[LISTED RECORDS Boundary: Start]

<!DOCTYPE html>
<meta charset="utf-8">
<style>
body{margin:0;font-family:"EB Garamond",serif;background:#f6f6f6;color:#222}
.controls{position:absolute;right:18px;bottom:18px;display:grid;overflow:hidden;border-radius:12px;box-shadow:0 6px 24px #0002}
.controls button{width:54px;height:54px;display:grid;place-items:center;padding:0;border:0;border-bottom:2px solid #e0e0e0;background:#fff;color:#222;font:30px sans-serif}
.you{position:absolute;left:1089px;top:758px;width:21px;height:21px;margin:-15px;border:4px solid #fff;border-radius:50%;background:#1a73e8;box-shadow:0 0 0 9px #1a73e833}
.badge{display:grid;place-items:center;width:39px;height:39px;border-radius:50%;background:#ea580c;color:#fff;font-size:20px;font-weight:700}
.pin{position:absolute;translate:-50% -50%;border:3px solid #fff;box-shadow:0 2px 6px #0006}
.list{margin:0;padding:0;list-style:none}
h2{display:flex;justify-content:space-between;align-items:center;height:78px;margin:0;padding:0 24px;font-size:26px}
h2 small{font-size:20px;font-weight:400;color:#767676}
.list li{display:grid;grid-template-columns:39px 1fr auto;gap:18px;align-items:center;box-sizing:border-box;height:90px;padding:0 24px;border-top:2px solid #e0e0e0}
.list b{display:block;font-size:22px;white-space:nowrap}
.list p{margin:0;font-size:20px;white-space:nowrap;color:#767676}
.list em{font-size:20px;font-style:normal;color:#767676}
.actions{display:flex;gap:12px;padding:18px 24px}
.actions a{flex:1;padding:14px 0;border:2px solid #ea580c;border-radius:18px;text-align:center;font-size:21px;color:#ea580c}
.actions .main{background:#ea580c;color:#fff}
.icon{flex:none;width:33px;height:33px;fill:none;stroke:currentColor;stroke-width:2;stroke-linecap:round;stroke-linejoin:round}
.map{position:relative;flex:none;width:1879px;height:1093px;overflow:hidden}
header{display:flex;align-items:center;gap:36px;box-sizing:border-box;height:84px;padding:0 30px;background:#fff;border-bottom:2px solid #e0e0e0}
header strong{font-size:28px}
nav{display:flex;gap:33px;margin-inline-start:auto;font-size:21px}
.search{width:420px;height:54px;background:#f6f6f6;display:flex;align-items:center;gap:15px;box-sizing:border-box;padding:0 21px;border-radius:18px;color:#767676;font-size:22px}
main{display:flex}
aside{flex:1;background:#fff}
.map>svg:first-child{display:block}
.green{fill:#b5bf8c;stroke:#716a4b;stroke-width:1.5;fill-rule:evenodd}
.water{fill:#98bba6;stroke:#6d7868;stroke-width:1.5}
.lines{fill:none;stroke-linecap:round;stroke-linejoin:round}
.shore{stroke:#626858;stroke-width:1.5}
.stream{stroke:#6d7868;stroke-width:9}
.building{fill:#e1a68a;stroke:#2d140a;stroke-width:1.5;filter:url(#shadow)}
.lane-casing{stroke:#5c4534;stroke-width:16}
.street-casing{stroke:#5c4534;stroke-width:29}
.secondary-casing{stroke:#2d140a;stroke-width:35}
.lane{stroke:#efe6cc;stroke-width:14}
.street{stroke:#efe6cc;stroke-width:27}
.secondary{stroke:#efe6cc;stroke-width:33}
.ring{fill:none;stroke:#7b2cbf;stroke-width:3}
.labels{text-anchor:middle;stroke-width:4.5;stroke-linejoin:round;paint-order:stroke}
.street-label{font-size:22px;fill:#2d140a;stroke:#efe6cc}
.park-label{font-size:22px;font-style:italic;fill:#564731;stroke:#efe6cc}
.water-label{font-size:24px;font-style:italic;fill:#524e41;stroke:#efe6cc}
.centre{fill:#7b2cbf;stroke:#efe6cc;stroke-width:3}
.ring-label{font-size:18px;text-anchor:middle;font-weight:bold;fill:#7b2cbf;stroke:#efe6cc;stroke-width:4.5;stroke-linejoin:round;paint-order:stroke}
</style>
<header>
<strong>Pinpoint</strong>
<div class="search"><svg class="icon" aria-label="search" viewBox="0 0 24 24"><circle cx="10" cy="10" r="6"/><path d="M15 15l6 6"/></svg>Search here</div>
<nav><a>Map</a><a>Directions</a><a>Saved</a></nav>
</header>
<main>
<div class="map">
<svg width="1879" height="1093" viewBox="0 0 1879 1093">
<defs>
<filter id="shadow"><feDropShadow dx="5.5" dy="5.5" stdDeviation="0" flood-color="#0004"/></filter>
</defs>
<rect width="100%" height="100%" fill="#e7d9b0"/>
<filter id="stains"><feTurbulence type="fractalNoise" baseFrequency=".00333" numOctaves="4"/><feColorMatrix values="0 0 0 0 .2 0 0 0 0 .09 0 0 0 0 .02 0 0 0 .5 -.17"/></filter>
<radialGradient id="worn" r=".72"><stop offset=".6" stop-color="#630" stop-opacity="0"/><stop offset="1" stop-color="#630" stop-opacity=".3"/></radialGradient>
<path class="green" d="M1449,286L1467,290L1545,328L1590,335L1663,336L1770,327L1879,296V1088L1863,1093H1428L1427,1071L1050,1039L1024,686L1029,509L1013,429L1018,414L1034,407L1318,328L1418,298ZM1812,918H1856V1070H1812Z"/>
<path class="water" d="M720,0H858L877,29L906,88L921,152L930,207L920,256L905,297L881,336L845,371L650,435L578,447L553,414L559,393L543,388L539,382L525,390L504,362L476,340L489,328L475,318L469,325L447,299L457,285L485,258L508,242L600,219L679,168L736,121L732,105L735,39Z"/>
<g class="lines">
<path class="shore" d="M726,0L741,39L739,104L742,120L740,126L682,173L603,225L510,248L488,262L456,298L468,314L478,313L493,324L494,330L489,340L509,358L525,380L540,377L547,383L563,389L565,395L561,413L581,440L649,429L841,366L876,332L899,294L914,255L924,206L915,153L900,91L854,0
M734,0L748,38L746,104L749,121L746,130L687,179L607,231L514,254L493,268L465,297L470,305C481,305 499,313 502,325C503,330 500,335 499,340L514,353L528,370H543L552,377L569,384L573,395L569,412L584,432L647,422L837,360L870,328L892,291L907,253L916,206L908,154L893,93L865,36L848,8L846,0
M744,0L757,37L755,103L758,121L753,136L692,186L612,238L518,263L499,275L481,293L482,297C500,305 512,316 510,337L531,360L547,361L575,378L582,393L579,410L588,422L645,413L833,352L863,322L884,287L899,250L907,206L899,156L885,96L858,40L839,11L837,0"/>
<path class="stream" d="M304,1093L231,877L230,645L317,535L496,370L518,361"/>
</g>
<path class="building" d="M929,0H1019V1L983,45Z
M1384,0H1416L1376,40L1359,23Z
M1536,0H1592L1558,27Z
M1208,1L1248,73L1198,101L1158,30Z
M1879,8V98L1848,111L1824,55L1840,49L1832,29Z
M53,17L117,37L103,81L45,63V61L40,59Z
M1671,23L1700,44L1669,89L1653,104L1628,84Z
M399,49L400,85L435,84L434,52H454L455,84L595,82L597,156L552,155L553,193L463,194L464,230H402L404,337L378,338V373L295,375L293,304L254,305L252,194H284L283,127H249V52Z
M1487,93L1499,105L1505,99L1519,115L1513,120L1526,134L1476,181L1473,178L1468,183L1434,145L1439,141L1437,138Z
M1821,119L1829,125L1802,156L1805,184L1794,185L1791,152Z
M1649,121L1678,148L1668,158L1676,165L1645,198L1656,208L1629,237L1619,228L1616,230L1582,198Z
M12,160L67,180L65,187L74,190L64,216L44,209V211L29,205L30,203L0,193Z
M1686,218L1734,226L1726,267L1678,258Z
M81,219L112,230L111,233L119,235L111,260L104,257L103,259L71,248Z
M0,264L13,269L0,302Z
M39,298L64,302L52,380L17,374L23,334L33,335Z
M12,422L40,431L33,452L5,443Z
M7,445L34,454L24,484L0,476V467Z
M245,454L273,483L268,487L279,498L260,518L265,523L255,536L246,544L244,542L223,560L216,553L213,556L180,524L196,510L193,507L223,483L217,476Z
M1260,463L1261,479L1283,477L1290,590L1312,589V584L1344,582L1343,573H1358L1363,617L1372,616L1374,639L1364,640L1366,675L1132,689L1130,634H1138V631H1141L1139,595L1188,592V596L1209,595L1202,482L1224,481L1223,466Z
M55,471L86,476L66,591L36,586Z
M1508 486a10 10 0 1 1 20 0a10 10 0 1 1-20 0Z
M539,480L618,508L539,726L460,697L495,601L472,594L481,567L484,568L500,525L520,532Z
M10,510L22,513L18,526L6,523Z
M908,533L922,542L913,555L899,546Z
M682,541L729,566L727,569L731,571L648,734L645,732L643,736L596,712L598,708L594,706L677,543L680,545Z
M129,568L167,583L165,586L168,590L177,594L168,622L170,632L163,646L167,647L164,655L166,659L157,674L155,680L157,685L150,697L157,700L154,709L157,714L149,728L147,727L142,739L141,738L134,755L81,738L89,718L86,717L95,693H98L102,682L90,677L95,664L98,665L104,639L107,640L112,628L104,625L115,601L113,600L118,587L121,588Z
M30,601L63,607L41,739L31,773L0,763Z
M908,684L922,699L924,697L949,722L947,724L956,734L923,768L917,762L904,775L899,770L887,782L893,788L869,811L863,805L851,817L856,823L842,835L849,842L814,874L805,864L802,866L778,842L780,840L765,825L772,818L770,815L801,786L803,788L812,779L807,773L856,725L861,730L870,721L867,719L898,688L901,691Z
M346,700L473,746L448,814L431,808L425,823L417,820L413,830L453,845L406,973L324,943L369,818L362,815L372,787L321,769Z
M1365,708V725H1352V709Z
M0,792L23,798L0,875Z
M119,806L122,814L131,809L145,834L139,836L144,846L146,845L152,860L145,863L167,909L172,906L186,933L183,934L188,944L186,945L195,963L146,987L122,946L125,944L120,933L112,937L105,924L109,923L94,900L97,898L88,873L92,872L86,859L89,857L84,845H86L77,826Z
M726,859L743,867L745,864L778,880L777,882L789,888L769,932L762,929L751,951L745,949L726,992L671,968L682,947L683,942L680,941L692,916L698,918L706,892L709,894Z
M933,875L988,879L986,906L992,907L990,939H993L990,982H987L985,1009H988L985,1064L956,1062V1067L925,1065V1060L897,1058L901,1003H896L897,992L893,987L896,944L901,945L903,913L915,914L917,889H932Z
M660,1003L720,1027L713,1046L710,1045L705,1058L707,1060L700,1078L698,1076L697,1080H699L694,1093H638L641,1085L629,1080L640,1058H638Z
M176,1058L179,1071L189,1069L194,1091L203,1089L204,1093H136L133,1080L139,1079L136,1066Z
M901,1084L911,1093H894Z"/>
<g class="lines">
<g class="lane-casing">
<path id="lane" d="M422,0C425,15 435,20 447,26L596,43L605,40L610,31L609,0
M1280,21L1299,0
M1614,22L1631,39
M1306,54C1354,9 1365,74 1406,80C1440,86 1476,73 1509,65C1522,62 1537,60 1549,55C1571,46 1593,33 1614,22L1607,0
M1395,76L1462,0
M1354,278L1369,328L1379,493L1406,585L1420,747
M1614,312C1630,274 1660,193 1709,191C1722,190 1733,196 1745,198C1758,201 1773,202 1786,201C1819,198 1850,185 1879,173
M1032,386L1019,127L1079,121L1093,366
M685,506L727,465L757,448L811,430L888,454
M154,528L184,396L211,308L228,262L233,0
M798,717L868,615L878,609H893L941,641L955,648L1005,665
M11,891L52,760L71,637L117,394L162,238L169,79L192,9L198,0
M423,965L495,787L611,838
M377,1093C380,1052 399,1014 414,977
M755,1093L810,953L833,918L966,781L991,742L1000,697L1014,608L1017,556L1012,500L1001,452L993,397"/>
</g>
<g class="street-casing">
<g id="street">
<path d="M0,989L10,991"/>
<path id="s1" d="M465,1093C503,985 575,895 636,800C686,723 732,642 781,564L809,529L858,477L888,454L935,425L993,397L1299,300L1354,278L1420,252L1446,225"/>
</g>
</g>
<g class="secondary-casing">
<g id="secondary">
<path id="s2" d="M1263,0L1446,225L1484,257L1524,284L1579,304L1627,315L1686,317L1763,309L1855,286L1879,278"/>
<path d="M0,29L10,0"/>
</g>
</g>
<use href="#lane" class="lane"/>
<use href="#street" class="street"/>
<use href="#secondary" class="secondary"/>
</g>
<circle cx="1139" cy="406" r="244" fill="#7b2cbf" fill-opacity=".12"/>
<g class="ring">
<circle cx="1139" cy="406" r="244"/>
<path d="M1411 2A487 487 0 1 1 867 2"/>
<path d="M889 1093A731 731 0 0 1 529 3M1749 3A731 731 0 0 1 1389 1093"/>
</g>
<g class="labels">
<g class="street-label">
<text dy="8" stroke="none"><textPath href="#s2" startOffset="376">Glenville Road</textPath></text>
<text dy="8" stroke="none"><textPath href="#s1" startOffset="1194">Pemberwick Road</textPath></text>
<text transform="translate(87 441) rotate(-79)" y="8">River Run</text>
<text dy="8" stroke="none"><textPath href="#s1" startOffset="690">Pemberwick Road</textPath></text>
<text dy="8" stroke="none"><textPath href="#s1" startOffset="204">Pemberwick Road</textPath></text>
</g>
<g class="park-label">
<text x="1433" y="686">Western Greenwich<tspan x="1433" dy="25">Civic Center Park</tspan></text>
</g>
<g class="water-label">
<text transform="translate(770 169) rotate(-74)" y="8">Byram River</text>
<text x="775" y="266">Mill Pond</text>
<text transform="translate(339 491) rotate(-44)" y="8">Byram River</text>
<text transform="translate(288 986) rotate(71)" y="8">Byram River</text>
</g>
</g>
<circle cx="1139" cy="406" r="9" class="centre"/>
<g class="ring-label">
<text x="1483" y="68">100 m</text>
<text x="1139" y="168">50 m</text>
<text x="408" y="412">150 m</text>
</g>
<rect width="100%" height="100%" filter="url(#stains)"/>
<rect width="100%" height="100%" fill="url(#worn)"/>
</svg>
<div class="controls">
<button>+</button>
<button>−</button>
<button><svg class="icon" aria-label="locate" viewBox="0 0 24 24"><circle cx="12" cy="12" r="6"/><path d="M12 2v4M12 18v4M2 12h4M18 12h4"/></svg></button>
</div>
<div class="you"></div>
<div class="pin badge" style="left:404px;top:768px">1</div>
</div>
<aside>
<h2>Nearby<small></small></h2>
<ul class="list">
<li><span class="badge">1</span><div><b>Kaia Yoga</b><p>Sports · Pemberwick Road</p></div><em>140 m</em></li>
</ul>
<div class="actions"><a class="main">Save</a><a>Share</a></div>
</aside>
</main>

[LISTED RECORDS Boundary: End]

ABOUT THIS TASK
Check every line of the data for the string "nowrap". Give the number of lines that have it, and only that.

WRITTEN RESPONSE
2